- TASK OBJECTIVE:
Across the entries that follow, how many lines have the word "overview" in them? Give only the number.

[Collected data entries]

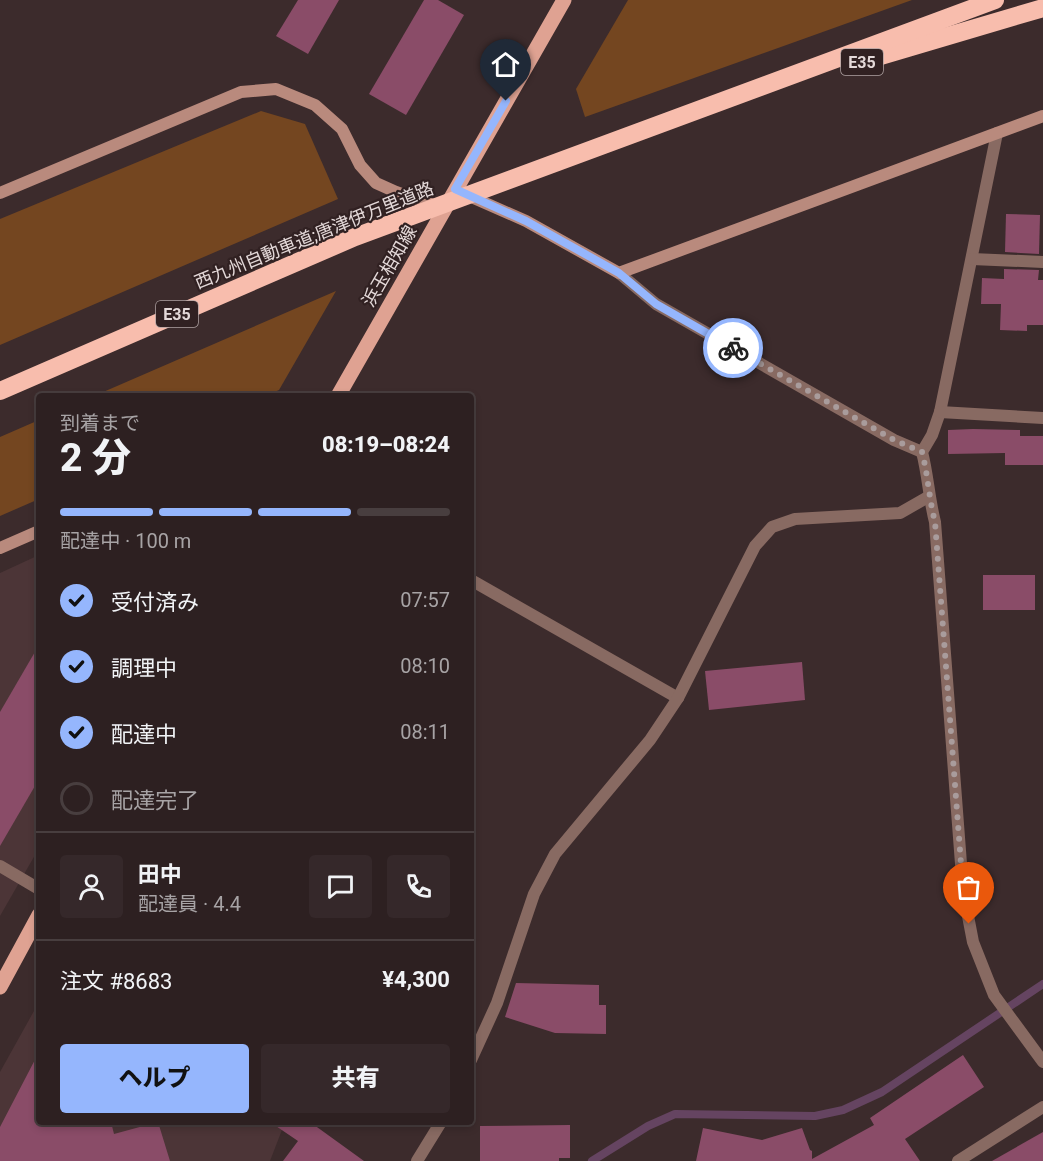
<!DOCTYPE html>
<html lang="ja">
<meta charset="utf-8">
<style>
:root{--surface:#2d2021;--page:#35282a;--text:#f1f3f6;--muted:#a7a3a5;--line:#483e3f;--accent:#95b6fd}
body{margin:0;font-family:Roboto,"Noto Sans JP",sans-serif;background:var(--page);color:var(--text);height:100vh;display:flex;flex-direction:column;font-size:22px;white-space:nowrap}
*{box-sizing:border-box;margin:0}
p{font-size:20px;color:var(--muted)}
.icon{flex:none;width:33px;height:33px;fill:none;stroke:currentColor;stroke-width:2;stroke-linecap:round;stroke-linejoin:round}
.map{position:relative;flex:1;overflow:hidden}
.sheet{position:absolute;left:36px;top:393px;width:438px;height:732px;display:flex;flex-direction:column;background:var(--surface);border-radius:6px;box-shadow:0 3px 9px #0003,0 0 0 2px var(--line)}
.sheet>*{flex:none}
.pin{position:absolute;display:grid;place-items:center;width:51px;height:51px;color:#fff;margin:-62px -26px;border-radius:50% 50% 50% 0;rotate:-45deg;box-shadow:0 0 6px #0007}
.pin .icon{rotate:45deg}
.courier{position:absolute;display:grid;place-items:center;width:60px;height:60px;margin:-30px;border:4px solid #95b6fd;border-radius:50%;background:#fff;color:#222;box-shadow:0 2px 8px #0007}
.overview em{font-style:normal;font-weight:800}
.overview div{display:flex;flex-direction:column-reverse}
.overview{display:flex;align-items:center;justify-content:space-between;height:102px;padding:0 24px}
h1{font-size:39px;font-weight:800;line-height:45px}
.bar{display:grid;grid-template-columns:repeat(4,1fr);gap:9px 6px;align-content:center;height:72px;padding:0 24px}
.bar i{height:8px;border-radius:4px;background:var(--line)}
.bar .active{background:var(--accent)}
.bar p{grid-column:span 4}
.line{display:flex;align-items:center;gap:15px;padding:0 24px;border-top:2px solid var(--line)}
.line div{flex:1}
.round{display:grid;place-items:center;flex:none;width:63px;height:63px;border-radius:6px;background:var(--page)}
ol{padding:0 24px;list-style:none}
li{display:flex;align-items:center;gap:18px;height:66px}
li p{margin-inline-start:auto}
li .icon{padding:6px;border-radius:50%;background:var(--accent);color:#111;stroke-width:4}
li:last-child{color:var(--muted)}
li i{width:33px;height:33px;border:3px solid var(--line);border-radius:50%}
.action{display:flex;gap:12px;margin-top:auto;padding:12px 24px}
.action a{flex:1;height:69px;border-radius:6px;background:var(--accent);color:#111;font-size:24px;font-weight:800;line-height:69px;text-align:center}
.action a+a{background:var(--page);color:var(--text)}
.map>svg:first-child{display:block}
</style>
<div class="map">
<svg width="1043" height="1161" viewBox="0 0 1043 1161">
<rect width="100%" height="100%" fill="#3c2b2c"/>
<g fill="#4c3537">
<polygon points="39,555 39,848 0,916 0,573"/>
<polygon points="39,1002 39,1122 285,1122 270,1161 0,1161 0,1072"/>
</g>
<g fill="#744620">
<polygon points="628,0 912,0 585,117 576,89"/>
<polygon points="261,111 305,124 338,199 0,345 0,219"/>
<polygon points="336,291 279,390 265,396 94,396"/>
<polygon points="39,420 39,499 0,516 0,437"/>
</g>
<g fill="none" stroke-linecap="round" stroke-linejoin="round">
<polyline stroke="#654461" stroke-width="8" points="592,1161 648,1126 675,1114 815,1116 843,1110 882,1092 1043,984"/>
</g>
<g fill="#8a4c68">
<polygon points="298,0 339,0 308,54 276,36"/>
<polygon points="424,0 438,0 464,15 406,115 369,94"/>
<polygon points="1006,214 1040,215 1039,254 1005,252"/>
<polygon points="1004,269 1039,270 1038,280 1043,280 1043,325 1027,325 1027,331 1000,330 1001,304 981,304 982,278 1004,279"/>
<polygon points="973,429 1020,430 1020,436 1043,436 1043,465 1005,465 1005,453 948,454 948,430"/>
<rect x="983" y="575" width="52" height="35"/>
<polygon points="39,645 39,779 0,846 0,712"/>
<polygon points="802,662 805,700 709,710 705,671"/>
<polygon points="516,983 599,985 599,1005 606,1005 606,1034 555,1033 505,1017"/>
<polygon points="39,1052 39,1122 111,1122 114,1134 158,1122 170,1161 0,1161 0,1127"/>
<polygon points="963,1055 984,1087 905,1139 920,1161 696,1161 703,1128 762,1140 802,1128 810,1150 812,1151 812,1159 874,1125 870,1118"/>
<polygon points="270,1122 310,1122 364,1161 283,1161 298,1141"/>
<polygon points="570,1125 570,1158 559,1158 559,1161 480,1161 480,1126"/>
<polygon points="1043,1132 1043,1161 992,1161"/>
</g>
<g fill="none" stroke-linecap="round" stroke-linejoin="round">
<g stroke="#886a62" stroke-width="12">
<path d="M997,133L940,412L932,435L922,452C928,475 929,499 935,522L963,890L973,942L994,995L1043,1062"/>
<polyline points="972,259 1043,262"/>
<polyline points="619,273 656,304 894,440 922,452"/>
<polyline points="940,412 1043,418"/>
<polyline points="471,580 678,698"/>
<polyline points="0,866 39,889"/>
<polyline points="471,1060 497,1003 534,894 555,854 650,740 678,698 755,546 772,527 795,519 900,513 928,497"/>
<polyline points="417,1161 441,1122"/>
<polyline points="958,1161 1043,1107"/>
</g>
<g stroke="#b98a7d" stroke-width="12">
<polyline points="0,193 241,92 276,89 315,105 342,129 360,165 376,183 396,192 439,207"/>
<polyline points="467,195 526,221 619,273 1043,116"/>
<polyline points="0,548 39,531"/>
</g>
<g stroke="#dfa292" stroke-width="15">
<polyline points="338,396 564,0"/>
<polyline points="0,987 39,915"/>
</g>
<g stroke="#f8bdad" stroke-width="18">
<polyline points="850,65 1043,8"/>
<polyline points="0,391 355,237 995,0"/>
</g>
</g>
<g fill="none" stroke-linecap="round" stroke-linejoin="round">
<path stroke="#a99c9c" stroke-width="6" stroke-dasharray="0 10.8" d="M733,348L894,440L922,452C928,475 929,499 935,522L963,890L969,924"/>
<polyline stroke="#95b6fd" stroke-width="8" points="506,101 455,189 526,221 619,273 656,304 733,348"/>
</g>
<g text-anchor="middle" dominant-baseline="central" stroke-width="4.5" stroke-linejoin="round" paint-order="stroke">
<g fill="#312122" stroke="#aea2a2" stroke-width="1.5">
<rect x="841" y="49" width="42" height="26" rx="4.5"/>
<rect x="156" y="301" width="42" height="26" rx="4.5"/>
</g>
<g font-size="16" font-weight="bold" fill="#e4d9d9">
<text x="862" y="62">E35</text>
<text x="177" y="314">E35</text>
</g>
<g font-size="18" fill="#e4d9d9" stroke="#312122">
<text transform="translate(314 235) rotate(-22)">西九州自動車道;唐津伊万里道路</text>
<text transform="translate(389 266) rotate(-60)">浜玉相知線</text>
</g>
</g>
</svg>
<div class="pin" style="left:969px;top:924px;background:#ea580c"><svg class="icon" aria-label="bag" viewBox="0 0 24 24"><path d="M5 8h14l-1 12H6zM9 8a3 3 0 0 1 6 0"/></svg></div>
<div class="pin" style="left:506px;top:101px;background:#1f2937"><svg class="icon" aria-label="home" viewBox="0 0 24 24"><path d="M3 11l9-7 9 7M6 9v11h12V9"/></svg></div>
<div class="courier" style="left:733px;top:348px"><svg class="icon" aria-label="bike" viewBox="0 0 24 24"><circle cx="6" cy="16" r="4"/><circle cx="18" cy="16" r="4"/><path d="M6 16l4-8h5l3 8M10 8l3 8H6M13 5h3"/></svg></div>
<section class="sheet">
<div class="overview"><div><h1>2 分</h1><p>到着まで</p></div><em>08:19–08:24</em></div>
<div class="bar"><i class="active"></i><i class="active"></i><i class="active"></i><i></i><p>配達中 · 100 m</p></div>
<ol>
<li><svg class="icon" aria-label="check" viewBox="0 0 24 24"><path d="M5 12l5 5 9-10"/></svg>受付済み<p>07:57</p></li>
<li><svg class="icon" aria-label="check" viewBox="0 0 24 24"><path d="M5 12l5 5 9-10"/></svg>調理中<p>08:10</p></li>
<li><svg class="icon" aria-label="check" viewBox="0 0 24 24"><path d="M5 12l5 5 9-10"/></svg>配達中<p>08:11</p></li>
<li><i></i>配達完了</li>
</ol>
<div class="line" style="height:108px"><a class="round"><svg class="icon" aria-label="person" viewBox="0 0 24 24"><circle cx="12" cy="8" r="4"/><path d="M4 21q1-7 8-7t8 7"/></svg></a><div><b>田中</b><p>配達員 · 4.4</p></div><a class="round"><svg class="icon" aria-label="chat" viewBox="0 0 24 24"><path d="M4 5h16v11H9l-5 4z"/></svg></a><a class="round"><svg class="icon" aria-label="phone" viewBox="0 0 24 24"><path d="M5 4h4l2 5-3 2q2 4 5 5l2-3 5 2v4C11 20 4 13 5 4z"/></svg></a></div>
<div class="line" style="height:78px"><div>注文 #8683</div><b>¥4,300</b></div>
<div class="action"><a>ヘルプ</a><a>共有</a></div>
</section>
</div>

- SOLUTION TO THE EXERCISE:
4